# [Exercise prompt]
Scan the entries for the word "JSON", and copy every line where it appears.

# [Material for the task]
---*---

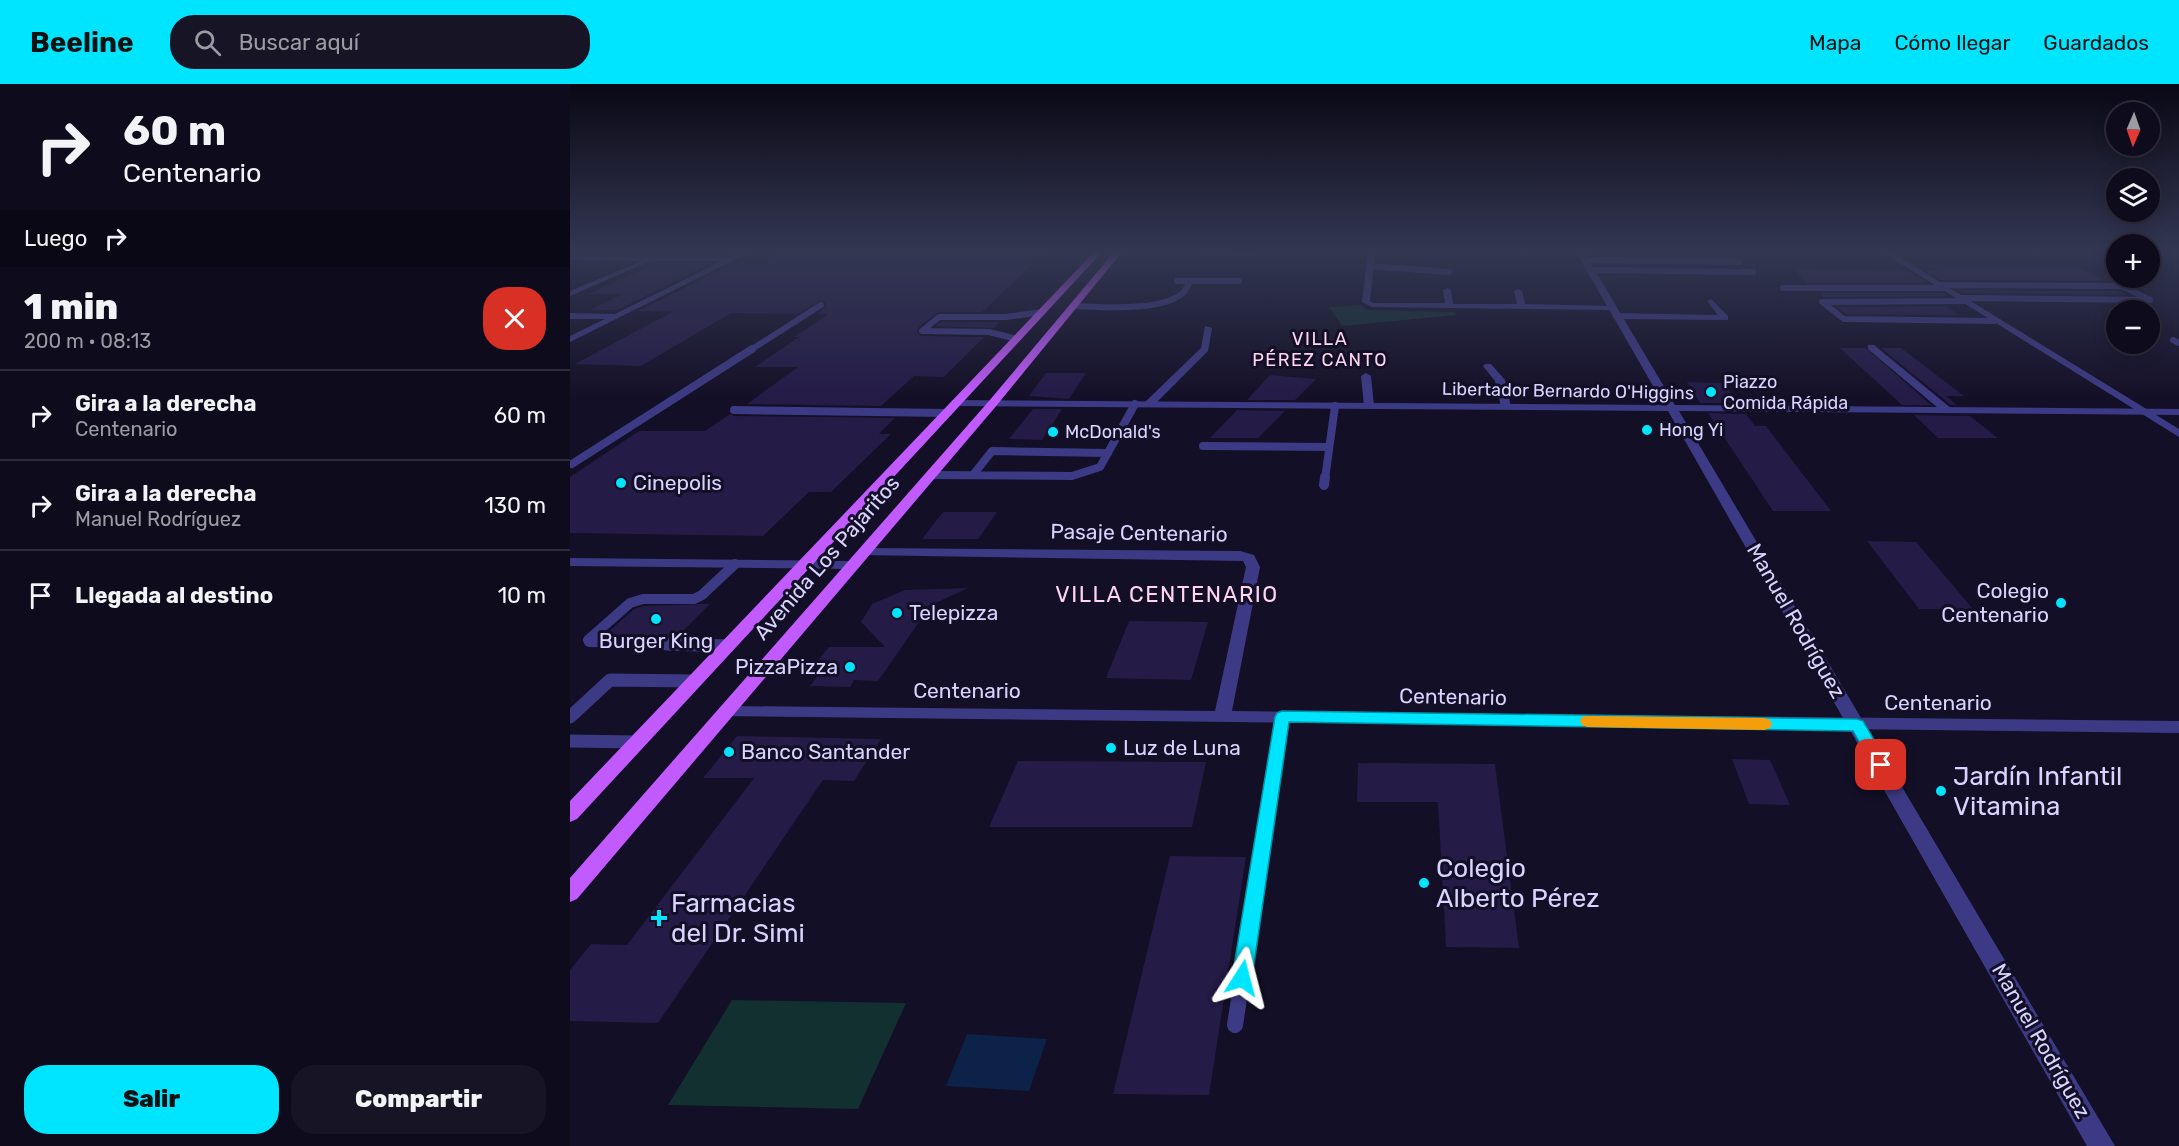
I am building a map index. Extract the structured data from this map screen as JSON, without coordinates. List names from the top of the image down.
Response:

---*---

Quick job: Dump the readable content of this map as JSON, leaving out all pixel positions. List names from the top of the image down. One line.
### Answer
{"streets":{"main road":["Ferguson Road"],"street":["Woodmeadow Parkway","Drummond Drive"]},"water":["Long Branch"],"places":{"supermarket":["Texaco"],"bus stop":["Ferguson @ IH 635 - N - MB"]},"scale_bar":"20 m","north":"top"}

---*---

# [Finished exercise]
I am building a map index. Extract the structured data from this map screen as JSON, without coordinates. List names from the top of the image down.
Quick job: Dump the readable content of this map as JSON, leaving out all pixel positions. List names from the top of the image down. One line.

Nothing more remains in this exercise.